安古蘭漫畫節
安古蘭漫畫節
安古蘭漫畫節,是歐洲最大的漫畫節,也是世界上最負盛名的兩大漫畫節之一,另一個是美國的聖地亞哥漫畫節。聖地亞哥漫畫節,每年七月舉行,以展出美國漫畫為主,安古蘭漫畫節則聚集了更多歐洲的漫畫家。這種作品來源上的差異使得兩大漫畫節體現出截然不同的氣質:前者充滿激情、崇尚英雄和奇迹;後者則更顯厚重、展現藝術與個性。美國漫畫和歐洲漫畫的另一區別在於,美國漫畫更主要的受眾群體是青少年,而歐洲漫畫則以成年讀者居多。
倫敦《喧鬧漫畫》的編輯和出版人托尼·班尼特,參加安古蘭漫畫節已經有二十年了,他認為出版商們如此鍾情於這裡,不僅是因為這裡的漫畫具有巨大的商業價值,而且因為它們確實有相當高的藝術水準。這和在美國、英國那些大部分旨在滿足青少年消費者需求的英雄漫畫大相徑庭。法國國家漫畫與圖像中心的吉恩·皮埃爾則提示我們:在法國,成年人看漫畫並不是件值得羞恥的事情,大部分法國的漫畫是針對成年人的,不論是主題、故事還是藝術風格都是這樣。如果你是一個成年人,並且想擁有一點文化,那麼你可以去讀小說、看電影、聽音樂,當然你也可以去看漫畫。
漫畫在歐洲被稱為第九藝術。能夠在崇尚藝術的歐洲佔有相當的地位,這本身就是對漫畫的一種崇高讚譽;這當然也是近200年以來不斷努力進行藝術探索的漫畫家們所獲得的集體榮譽。

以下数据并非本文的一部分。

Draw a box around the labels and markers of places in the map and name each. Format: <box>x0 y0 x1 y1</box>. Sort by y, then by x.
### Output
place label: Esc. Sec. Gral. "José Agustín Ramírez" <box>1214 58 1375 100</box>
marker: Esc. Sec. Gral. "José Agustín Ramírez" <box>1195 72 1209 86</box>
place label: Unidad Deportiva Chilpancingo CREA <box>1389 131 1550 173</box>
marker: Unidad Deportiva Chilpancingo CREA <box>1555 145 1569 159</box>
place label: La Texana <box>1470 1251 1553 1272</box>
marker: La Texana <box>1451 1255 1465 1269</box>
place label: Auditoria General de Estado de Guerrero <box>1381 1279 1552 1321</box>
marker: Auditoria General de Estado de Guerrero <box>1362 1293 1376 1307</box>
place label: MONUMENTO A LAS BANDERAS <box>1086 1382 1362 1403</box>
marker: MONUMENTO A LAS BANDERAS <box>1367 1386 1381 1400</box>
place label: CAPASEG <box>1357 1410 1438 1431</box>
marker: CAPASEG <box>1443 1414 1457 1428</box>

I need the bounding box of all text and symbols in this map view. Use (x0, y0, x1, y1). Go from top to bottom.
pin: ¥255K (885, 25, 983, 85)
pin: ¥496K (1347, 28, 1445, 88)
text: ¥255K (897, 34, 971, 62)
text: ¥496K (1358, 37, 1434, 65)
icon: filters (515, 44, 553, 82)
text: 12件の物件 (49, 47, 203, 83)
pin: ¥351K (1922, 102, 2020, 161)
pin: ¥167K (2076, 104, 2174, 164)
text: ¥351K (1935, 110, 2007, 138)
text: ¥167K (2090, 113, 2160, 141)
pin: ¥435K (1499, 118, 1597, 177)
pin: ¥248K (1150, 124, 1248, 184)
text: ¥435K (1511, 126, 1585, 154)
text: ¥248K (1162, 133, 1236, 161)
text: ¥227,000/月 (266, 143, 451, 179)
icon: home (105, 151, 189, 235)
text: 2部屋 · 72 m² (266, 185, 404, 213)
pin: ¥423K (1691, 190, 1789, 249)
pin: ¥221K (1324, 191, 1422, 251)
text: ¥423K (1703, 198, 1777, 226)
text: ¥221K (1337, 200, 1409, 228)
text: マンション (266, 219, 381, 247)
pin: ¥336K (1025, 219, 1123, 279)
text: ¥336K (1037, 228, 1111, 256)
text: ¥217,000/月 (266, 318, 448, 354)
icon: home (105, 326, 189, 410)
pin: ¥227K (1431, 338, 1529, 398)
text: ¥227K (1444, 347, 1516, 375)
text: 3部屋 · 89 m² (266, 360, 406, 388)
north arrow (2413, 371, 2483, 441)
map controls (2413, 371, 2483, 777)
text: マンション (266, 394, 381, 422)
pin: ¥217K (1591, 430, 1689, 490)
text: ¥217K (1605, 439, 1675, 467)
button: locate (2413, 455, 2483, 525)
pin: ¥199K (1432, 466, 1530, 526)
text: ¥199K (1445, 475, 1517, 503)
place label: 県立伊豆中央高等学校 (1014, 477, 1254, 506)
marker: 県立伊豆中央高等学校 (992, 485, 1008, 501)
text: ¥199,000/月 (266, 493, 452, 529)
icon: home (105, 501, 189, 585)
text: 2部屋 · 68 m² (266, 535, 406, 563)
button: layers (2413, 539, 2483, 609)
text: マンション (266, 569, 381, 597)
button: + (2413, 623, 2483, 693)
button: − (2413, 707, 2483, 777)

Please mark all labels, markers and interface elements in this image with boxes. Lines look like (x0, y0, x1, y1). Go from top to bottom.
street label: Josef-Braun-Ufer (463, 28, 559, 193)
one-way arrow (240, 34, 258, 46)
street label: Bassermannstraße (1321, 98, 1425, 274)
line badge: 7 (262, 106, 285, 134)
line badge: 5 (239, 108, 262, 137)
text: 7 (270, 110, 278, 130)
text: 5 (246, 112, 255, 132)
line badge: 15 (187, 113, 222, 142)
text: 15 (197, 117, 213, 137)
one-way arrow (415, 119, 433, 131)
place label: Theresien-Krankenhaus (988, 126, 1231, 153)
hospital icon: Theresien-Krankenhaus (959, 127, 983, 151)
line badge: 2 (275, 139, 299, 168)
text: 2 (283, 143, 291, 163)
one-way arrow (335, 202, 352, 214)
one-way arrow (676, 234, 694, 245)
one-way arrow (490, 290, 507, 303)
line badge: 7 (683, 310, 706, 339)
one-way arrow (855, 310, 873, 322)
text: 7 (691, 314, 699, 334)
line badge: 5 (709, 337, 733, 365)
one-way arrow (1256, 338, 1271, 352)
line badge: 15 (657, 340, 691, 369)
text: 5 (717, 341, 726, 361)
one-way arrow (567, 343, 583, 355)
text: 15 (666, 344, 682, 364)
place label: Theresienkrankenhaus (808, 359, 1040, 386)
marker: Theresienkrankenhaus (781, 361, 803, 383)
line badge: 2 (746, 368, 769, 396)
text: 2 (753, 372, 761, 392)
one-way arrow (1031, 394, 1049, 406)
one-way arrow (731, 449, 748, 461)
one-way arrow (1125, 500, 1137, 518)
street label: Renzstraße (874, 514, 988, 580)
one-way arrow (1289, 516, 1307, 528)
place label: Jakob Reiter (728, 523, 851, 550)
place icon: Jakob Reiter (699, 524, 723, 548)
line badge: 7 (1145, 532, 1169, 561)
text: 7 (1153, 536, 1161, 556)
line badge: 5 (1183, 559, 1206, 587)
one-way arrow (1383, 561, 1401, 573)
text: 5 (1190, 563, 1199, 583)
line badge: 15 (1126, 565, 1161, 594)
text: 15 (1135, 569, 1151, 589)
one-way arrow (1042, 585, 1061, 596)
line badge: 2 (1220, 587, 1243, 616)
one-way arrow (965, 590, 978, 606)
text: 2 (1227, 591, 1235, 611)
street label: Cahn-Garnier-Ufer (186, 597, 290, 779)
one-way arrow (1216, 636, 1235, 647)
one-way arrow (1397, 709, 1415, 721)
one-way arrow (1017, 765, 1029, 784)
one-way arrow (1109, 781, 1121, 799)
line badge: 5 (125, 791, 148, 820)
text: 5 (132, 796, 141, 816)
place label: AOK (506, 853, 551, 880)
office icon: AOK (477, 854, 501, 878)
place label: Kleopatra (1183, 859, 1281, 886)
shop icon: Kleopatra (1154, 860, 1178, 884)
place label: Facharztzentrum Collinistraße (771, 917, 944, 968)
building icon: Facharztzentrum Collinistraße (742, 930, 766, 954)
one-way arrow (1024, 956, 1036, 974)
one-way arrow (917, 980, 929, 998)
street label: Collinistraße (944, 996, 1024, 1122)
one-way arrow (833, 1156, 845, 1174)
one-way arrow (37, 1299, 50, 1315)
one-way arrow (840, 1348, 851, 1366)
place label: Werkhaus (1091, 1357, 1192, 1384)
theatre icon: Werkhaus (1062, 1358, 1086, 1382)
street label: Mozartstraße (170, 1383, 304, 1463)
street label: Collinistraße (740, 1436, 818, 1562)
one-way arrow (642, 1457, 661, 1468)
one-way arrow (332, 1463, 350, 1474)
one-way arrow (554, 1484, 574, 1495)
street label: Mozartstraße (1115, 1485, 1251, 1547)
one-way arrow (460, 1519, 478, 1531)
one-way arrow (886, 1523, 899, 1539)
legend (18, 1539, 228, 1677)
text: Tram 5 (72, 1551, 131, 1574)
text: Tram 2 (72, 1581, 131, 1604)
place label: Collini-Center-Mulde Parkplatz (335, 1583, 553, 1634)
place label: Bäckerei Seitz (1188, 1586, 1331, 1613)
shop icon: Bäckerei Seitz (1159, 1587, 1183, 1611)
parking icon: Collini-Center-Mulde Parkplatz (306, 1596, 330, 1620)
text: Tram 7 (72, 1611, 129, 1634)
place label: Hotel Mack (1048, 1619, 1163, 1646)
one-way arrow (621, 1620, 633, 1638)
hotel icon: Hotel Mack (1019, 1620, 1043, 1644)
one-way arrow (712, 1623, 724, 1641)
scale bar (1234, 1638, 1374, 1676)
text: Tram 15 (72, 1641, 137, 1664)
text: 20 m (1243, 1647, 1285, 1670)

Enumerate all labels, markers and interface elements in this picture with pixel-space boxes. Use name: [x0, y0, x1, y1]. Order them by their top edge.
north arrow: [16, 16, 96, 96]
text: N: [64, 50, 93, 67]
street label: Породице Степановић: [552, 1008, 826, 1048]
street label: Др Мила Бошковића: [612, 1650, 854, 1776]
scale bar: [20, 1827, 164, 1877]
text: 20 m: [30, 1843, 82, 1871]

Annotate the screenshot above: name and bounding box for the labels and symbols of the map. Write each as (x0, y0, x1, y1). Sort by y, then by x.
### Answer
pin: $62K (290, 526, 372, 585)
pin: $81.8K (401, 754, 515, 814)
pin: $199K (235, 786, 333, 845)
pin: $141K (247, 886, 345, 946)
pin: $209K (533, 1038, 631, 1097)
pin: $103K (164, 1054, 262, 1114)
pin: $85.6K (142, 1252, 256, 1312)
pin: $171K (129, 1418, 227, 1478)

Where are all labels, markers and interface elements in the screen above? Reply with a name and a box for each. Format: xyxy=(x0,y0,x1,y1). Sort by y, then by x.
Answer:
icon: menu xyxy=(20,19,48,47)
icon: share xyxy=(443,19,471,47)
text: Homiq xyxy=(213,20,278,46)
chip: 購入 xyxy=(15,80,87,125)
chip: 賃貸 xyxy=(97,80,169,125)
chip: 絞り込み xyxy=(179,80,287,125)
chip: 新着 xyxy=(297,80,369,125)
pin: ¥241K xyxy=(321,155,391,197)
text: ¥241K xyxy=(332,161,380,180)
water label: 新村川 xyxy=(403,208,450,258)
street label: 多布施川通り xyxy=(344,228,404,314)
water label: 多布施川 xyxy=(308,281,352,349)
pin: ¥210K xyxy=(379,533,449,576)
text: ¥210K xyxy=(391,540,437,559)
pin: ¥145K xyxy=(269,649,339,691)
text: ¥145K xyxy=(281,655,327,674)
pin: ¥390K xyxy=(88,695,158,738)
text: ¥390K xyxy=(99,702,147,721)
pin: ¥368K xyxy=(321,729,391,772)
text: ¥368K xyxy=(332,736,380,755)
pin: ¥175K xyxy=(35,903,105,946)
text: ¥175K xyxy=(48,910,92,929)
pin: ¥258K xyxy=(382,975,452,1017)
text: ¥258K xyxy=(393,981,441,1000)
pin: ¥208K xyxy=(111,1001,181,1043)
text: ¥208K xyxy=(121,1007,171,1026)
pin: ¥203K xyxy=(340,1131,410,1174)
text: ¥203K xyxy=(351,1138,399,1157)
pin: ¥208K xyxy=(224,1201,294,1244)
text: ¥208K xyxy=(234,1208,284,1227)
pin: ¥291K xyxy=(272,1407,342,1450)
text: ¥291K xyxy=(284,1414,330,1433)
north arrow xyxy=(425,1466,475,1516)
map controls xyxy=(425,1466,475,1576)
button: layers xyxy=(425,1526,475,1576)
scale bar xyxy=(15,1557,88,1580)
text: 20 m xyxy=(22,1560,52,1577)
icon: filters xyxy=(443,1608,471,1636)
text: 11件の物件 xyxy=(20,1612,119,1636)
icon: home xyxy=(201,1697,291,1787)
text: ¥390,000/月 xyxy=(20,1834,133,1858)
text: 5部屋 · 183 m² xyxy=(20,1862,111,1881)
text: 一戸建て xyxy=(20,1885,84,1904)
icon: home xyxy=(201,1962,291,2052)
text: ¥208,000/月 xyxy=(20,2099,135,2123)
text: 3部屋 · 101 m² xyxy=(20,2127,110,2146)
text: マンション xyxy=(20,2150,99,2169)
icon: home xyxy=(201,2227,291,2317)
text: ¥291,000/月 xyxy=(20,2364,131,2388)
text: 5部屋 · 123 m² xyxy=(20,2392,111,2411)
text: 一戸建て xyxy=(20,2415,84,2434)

在本文中,我們無力去剖析歐洲漫畫藝術精神的方方面面,那是一個太過龐大和深刻的話題;我們只能通過安古蘭漫畫節這塊稜鏡,透射出幾道歐洲漫畫藝術的光輝,而這已經足夠耀眼和奪目了。我們將會對安古蘭漫畫節的歷史進行簡要的介紹,在這當中挑選曾在漫畫節上獲得過最高榮譽的幾個漫畫家進行簡單的介紹,隨後根據筆者2005年親身體驗的參觀經歷,介紹安古蘭漫畫節的一些特點及其值得中國各類漫畫節借鑒的經驗。
安古蘭漫畫節的創立
安古蘭漫畫節正式起始於1974年,但是它的歷史應當追溯到更早的1972年。當時,有個叫Groux的狂熱的漫畫迷,希望能在安古蘭舉辦一個為期兩周的漫畫慶典。他邀請了來自世界各地的藝術家參加。事實上,他最原始的初衷就是提供一個機會讓更多的漫畫家聚集在一起。這一號召立刻得到了來自全世界的漫畫家們的響應。其中包括當時非常有名的義大利漫畫家Hugo Pratt和美國漫畫家Burne Hogarth。響應這一號召的漫畫家,很多都是受到過1968年法國學生運動的影響,以及常年接受美國地下漫畫熏陶的年輕人,可以說從一開始,這一漫畫的慶典就帶有強烈的藝術性、叛逆性與先鋒性,它的這一風格受到了當地居民喜愛和支持,獲得了巨大成功。兩年以後,在1974年1月25日,由當地政府資助的安古蘭國際漫畫節正式開幕。從那時起,安古蘭國際漫畫節被定於每年一月的最後一周舉行,這一傳統一直持續到今天。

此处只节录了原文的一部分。